INSTRUCTIONS FOR THE TASK: Output exactly the lines below, starting with the line that has "Serialize what can be read in this map" and going on through the line that has "Map reading. Dump", both included, and no other lines.

EXERCISE INPUT:
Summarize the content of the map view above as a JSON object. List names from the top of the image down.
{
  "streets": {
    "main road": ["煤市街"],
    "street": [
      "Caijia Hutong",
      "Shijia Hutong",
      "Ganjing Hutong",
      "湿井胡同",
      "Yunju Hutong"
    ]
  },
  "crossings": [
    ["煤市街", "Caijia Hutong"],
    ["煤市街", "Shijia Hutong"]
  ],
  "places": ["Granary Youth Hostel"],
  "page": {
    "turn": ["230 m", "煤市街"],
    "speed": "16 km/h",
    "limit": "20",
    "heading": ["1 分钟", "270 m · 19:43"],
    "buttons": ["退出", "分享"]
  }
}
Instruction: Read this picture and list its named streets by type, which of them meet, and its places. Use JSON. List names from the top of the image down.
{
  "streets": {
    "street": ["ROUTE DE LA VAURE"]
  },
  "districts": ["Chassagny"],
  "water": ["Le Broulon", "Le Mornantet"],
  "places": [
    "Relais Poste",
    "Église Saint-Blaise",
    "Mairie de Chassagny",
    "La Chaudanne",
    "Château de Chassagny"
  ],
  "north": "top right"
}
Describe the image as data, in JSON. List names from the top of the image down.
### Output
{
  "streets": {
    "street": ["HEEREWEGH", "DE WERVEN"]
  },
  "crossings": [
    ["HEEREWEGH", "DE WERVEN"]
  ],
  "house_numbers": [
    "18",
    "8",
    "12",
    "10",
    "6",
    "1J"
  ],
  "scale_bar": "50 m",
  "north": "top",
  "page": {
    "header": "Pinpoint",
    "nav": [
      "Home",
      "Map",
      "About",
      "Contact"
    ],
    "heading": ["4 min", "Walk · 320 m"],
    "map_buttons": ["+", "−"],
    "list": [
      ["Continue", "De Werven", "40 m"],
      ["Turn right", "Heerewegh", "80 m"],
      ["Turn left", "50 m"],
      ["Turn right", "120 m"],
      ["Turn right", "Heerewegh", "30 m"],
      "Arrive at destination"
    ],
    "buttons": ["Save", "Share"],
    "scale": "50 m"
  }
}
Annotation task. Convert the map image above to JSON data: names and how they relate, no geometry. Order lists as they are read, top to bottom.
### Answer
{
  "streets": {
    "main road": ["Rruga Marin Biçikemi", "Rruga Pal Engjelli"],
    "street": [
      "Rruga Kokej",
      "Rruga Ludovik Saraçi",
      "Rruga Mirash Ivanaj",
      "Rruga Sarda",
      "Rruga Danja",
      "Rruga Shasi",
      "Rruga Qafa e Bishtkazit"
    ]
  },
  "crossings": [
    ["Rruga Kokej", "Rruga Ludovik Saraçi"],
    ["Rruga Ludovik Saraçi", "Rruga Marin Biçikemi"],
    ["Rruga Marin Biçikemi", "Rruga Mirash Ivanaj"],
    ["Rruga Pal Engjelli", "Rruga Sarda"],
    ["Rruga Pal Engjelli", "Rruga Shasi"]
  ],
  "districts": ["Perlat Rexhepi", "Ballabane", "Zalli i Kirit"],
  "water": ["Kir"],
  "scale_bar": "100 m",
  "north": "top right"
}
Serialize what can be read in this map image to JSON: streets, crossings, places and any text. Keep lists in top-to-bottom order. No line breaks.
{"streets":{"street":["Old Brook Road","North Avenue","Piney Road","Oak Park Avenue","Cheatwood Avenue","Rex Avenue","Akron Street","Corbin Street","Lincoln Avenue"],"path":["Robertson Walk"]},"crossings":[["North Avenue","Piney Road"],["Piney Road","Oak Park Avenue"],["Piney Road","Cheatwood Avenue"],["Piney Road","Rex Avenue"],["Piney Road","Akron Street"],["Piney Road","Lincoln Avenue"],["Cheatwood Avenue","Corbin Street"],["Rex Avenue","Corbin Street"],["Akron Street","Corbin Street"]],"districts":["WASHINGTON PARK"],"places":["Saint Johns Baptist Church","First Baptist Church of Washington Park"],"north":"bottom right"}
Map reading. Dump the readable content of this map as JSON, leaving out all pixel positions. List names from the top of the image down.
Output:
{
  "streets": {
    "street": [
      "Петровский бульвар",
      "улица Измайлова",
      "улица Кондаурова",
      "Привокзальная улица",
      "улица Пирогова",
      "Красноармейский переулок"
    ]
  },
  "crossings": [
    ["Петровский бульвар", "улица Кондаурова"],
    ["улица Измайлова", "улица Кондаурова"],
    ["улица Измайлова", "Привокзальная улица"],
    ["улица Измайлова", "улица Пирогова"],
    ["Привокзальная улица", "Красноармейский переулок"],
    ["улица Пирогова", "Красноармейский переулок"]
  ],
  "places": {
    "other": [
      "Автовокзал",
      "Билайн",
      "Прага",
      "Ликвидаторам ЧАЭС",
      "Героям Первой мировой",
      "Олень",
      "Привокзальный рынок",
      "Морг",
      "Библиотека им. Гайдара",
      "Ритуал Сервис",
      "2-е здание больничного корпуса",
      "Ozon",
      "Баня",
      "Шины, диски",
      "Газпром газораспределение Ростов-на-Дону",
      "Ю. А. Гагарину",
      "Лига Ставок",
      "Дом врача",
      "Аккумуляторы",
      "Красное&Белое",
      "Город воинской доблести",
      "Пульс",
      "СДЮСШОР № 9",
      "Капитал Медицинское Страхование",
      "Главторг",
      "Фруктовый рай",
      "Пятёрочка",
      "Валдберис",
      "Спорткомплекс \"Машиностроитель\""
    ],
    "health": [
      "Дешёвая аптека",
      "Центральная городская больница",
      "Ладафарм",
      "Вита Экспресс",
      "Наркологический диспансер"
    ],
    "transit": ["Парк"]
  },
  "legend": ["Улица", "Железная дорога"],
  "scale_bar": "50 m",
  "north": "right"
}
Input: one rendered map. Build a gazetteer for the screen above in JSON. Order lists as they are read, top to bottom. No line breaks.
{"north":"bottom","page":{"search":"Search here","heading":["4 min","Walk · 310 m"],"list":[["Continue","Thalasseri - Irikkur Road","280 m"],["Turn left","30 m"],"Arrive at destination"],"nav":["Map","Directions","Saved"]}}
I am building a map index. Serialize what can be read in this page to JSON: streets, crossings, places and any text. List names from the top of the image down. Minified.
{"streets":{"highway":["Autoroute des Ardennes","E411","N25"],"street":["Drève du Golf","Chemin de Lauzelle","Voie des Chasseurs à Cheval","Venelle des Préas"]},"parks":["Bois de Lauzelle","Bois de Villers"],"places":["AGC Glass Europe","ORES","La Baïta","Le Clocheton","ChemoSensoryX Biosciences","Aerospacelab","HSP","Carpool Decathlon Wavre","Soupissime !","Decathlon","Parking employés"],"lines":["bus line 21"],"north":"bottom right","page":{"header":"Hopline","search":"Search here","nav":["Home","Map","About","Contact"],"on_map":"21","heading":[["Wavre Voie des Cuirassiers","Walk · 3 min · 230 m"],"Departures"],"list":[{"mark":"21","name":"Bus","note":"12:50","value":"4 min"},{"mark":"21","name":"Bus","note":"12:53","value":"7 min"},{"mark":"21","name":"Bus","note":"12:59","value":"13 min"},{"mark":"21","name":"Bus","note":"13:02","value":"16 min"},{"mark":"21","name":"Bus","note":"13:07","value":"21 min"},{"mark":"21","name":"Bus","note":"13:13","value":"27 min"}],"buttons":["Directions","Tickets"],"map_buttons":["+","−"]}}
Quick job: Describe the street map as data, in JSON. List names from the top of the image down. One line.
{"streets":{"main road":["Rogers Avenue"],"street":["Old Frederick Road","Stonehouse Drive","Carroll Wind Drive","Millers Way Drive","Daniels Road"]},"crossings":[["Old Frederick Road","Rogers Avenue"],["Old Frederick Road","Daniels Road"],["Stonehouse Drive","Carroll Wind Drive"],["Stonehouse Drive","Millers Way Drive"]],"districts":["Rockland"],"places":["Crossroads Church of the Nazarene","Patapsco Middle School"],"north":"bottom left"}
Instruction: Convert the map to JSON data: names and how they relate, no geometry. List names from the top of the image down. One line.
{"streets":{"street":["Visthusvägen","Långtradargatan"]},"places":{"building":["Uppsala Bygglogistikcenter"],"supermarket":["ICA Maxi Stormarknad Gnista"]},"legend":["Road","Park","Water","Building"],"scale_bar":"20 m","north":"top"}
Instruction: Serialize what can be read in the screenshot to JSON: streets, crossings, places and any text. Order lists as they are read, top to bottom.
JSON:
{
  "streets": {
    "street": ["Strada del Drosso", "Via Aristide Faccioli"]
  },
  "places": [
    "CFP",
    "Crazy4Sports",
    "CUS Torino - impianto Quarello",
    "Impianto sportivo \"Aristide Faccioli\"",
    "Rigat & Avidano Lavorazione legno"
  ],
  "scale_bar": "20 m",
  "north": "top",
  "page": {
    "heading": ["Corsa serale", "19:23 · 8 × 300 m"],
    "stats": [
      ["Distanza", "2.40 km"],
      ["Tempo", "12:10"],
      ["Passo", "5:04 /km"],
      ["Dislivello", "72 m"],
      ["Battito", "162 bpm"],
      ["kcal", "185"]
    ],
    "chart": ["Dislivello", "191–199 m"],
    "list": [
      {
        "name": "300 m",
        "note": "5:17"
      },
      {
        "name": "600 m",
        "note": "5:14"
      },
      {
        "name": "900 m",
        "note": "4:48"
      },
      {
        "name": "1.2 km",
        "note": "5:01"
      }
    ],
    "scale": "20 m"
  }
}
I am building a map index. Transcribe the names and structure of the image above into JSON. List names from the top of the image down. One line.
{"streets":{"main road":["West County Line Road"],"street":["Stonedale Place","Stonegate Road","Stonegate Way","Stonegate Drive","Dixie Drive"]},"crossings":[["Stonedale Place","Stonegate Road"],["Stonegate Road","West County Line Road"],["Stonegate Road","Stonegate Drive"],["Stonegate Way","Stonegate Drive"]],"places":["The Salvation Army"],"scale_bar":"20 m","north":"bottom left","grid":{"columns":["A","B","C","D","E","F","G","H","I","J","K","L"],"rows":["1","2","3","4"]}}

EXPECTED OUTPUT:
Serialize what can be read in this map image to JSON: streets, crossings, places and any text. Keep lists in top-to-bottom order. No line breaks.
{"streets":{"street":["Old Brook Road","North Avenue","Piney Road","Oak Park Avenue","Cheatwood Avenue","Rex Avenue","Akron Street","Corbin Street","Lincoln Avenue"],"path":["Robertson Walk"]},"crossings":[["North Avenue","Piney Road"],["Piney Road","Oak Park Avenue"],["Piney Road","Cheatwood Avenue"],["Piney Road","Rex Avenue"],["Piney Road","Akron Street"],["Piney Road","Lincoln Avenue"],["Cheatwood Avenue","Corbin Street"],["Rex Avenue","Corbin Street"],["Akron Street","Corbin Street"]],"districts":["WASHINGTON PARK"],"places":["Saint Johns Baptist Church","First Baptist Church of Washington Park"],"north":"bottom right"}
Map reading. Dump the readable content of this map as JSON, leaving out all pixel positions. List names from the top of the image down.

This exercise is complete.